Given a string of text, in Python:
s = "(((((hi abc )))))))"
s = "***(((((hi abc ***&&&&"
How do I replace all non-alphabetic symbols that occur more than 3 times...as blank string
For all the above, the result should be:
hi abc
Given a string of text, in Python:
s = "(((((hi abc )))))))"
s = "***(((((hi abc ***&&&&"
How do I replace all non-alphabetic symbols that occur more than 3 times...as blank string
For all the above, the result should be:
hi abc
This should work: \W{3,}
: matching non-alphanumerics that occur 3 or more times:
>>> s = "***(((((hi abc ***&&&&"
>>> re.sub("\W{3,}", "", s)
'hi abc'
>>> s = "(((((hi abc )))))))"
>>> re.sub("\W{3,}", "", s)
'hi abc'
If you want to replace any sequence of non-space non-alphamerics (e.g. '!?&'
as well as your examples), @Stephen's answer is fine. But if you only want to replace sequences of three or more identical non-alphamerics, a backreference will help:
>>> r3 = re.compile(r'(([^\s\w])\2{2,})')

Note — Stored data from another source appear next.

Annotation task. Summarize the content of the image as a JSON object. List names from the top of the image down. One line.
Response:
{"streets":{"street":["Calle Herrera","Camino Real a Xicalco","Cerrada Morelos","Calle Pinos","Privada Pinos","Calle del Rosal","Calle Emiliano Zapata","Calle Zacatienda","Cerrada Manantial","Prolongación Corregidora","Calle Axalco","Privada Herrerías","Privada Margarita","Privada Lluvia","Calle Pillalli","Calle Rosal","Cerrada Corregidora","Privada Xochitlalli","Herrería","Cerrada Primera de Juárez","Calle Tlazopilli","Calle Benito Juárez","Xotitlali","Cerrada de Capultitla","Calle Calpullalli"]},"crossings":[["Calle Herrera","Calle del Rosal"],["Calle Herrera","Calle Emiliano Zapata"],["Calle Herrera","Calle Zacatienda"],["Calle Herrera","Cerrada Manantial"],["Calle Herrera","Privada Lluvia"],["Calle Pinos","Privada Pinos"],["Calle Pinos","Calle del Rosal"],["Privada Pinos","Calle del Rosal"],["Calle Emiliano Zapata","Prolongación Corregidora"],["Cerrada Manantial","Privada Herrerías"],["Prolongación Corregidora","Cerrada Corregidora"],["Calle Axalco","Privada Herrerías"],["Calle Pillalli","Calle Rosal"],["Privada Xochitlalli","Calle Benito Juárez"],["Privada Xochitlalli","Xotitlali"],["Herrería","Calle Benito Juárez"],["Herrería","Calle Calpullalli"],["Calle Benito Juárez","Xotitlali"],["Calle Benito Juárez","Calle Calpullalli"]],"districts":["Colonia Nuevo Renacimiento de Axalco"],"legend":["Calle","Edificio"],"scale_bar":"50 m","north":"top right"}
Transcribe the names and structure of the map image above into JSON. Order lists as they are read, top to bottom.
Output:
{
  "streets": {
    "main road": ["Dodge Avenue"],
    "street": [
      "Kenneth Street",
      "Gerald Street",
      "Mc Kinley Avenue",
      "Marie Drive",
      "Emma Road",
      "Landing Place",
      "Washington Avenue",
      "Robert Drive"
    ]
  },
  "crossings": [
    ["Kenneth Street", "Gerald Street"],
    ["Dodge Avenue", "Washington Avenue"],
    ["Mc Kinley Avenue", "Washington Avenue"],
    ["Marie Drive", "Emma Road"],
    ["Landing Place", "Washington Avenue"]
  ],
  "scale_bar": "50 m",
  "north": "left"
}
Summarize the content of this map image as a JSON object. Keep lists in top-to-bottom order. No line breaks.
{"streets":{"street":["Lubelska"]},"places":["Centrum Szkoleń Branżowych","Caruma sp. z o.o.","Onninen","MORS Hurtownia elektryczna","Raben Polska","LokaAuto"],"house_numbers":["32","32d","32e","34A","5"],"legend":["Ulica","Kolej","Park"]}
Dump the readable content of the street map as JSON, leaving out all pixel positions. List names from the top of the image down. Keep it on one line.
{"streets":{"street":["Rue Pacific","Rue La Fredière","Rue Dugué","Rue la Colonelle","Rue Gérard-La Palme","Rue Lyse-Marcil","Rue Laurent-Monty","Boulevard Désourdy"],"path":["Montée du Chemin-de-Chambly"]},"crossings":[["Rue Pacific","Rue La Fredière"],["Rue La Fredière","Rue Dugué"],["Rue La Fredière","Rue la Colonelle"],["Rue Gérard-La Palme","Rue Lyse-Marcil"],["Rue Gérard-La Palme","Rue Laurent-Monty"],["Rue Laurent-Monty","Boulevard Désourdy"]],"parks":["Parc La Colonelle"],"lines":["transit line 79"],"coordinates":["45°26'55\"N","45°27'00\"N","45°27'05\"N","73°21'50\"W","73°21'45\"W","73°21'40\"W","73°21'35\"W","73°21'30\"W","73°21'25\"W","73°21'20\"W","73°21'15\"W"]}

>>> r3.findall('&&&xxx!&?yyy*****')
[('&&&', '&'), ('*****', '*')]
So, for example:
>>> r3.sub('', '&&&xxx!&?yyy*****')
'xxx!&?yyy'
You can't (easily, using regexes) replace that by a "blank string" that's the same length as the replaced text. You can replace it with an empty string ""
or a single space " "
or any other constant string of your choice; I've used "*"
in the example so that it is easier to see what is happening.
>>> re.sub(r"(\W)\1{3,}", "*", "12345<><>aaaaa%%%11111<<<<..>>>>")
'12345<><>aaaaa%%%11111*..*'
>>>
Note carefully: it doesn't change "<><>" ... I'm assuming that "non-alphabetic symbols that occur more than 3 times" means the same symbol has to occur more than 3 times". I'm also assuming that you did mean "more than 3" and not "3 or more".